Assigned task:
Write out all the data verbatim. Skip images.

Data records:
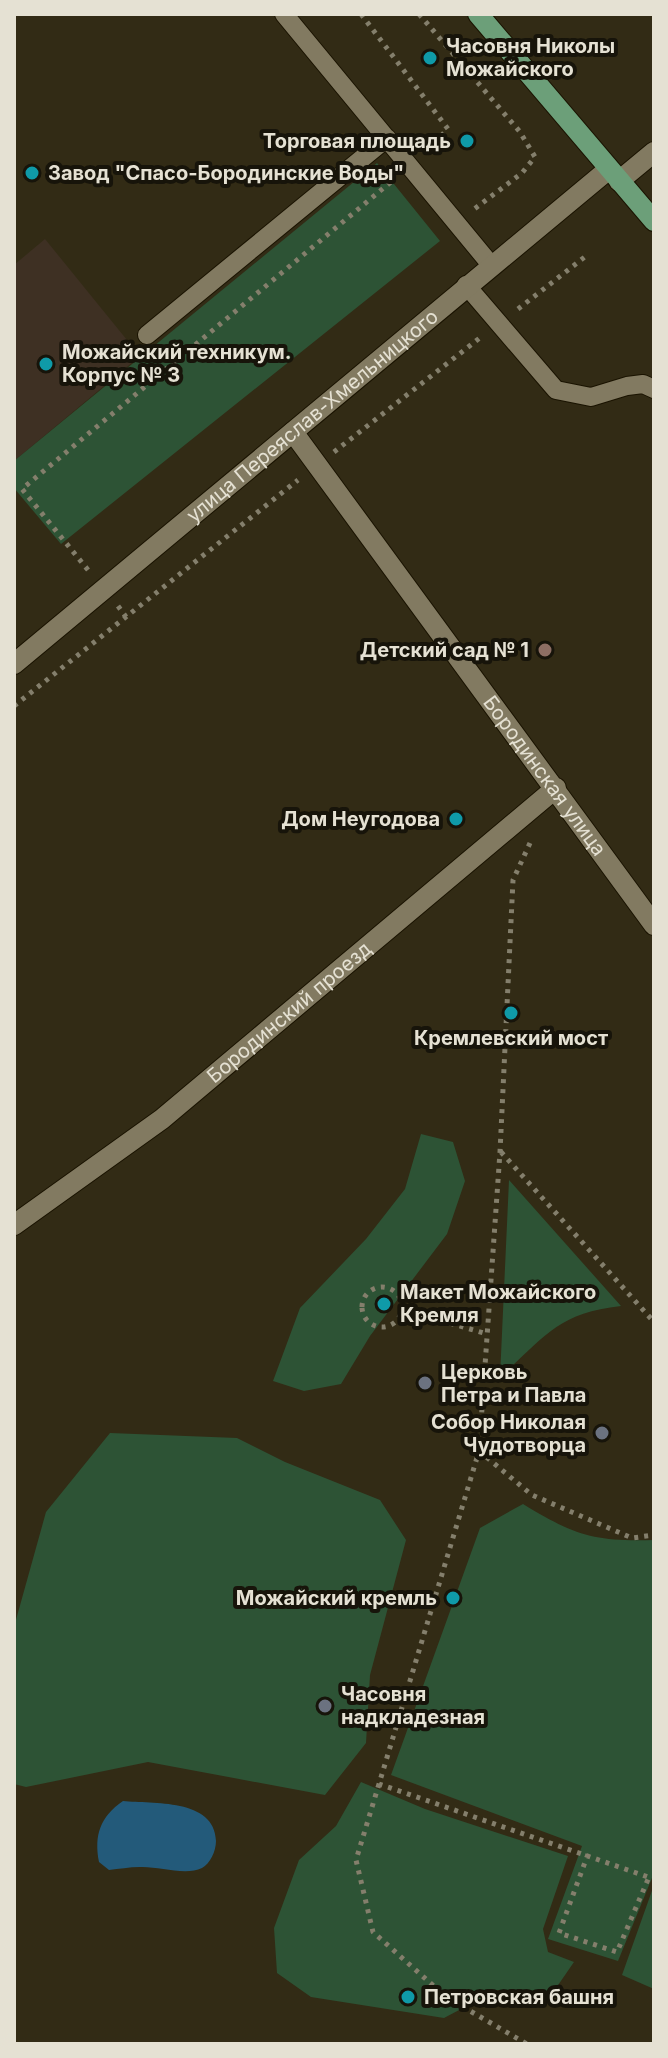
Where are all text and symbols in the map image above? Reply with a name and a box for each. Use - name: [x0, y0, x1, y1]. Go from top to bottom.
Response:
- place label: Часовня Николы Можайского: [446, 34, 615, 81]
- marker: Часовня Николы Можайского: [421, 49, 439, 67]
- place label: Торговая площадь: [263, 129, 451, 153]
- marker: Торговая площадь: [458, 132, 476, 150]
- place label: Завод "Спасо-Бородинские Воды": [48, 161, 404, 185]
- marker: Завод "Спасо-Бородинские Воды": [23, 164, 41, 182]
- street label: улица Переяслав-Хмельницкого: [182, 304, 443, 527]
- place label: Можайский техникум. Корпус № 3: [62, 340, 291, 387]
- marker: Можайский техникум. Корпус № 3: [37, 355, 55, 373]
- place label: Детский сад № 1: [360, 638, 529, 662]
- marker: Детский сад № 1: [536, 641, 554, 659]
- street label: Бородинская улица: [478, 691, 611, 860]
- place label: Дом Неугодова: [281, 807, 440, 831]
- marker: Дом Неугодова: [447, 810, 465, 828]
- street label: Бородинский проезд: [202, 936, 376, 1088]
- marker: Кремлевский мост: [502, 1004, 520, 1022]
- place label: Кремлевский мост: [414, 1026, 608, 1050]
- place label: Макет Можайского Кремля: [400, 1280, 596, 1327]
- marker: Макет Можайского Кремля: [375, 1295, 393, 1313]
- place label: Церковь Петра и Павла: [441, 1360, 586, 1407]
- marker: Церковь Петра и Павла: [416, 1374, 434, 1392]
- place label: Собор Николая Чудотворца: [431, 1410, 586, 1457]
- marker: Собор Николая Чудотворца: [593, 1424, 611, 1442]
- place label: Можайский кремль: [236, 1586, 437, 1610]
- marker: Можайский кремль: [444, 1589, 462, 1607]
- place label: Часовня надкладезная: [341, 1682, 485, 1729]
- marker: Часовня надкладезная: [316, 1697, 334, 1715]
- place label: Петровская башня: [424, 1985, 614, 2009]
- marker: Петровская башня: [399, 1988, 417, 2006]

Result of this task:
Where are all text and symbols in the map image above? Reply with a name and a box for each. Use - name: [x0, y0, x1, y1]. Go from top to bottom.
Response:
- place label: Часовня Николы Можайского: [446, 34, 615, 81]
- marker: Часовня Николы Можайского: [421, 49, 439, 67]
- place label: Торговая площадь: [263, 129, 451, 153]
- marker: Торговая площадь: [458, 132, 476, 150]
- place label: Завод "Спасо-Бородинские Воды": [48, 161, 404, 185]
- marker: Завод "Спасо-Бородинские Воды": [23, 164, 41, 182]
- street label: улица Переяслав-Хмельницкого: [182, 304, 443, 527]
- place label: Можайский техникум. Корпус № 3: [62, 340, 291, 387]
- marker: Можайский техникум. Корпус № 3: [37, 355, 55, 373]
- place label: Детский сад № 1: [360, 638, 529, 662]
- marker: Детский сад № 1: [536, 641, 554, 659]
- street label: Бородинская улица: [478, 691, 611, 860]
- place label: Дом Неугодова: [281, 807, 440, 831]
- marker: Дом Неугодова: [447, 810, 465, 828]
- street label: Бородинский проезд: [202, 936, 376, 1088]
- marker: Кремлевский мост: [502, 1004, 520, 1022]
- place label: Кремлевский мост: [414, 1026, 608, 1050]
- place label: Макет Можайского Кремля: [400, 1280, 596, 1327]
- marker: Макет Можайского Кремля: [375, 1295, 393, 1313]
- place label: Церковь Петра и Павла: [441, 1360, 586, 1407]
- marker: Церковь Петра и Павла: [416, 1374, 434, 1392]
- place label: Собор Николая Чудотворца: [431, 1410, 586, 1457]
- marker: Собор Николая Чудотворца: [593, 1424, 611, 1442]
- place label: Можайский кремль: [236, 1586, 437, 1610]
- marker: Можайский кремль: [444, 1589, 462, 1607]
- place label: Часовня надкладезная: [341, 1682, 485, 1729]
- marker: Часовня надкладезная: [316, 1697, 334, 1715]
- place label: Петровская башня: [424, 1985, 614, 2009]
- marker: Петровская башня: [399, 1988, 417, 2006]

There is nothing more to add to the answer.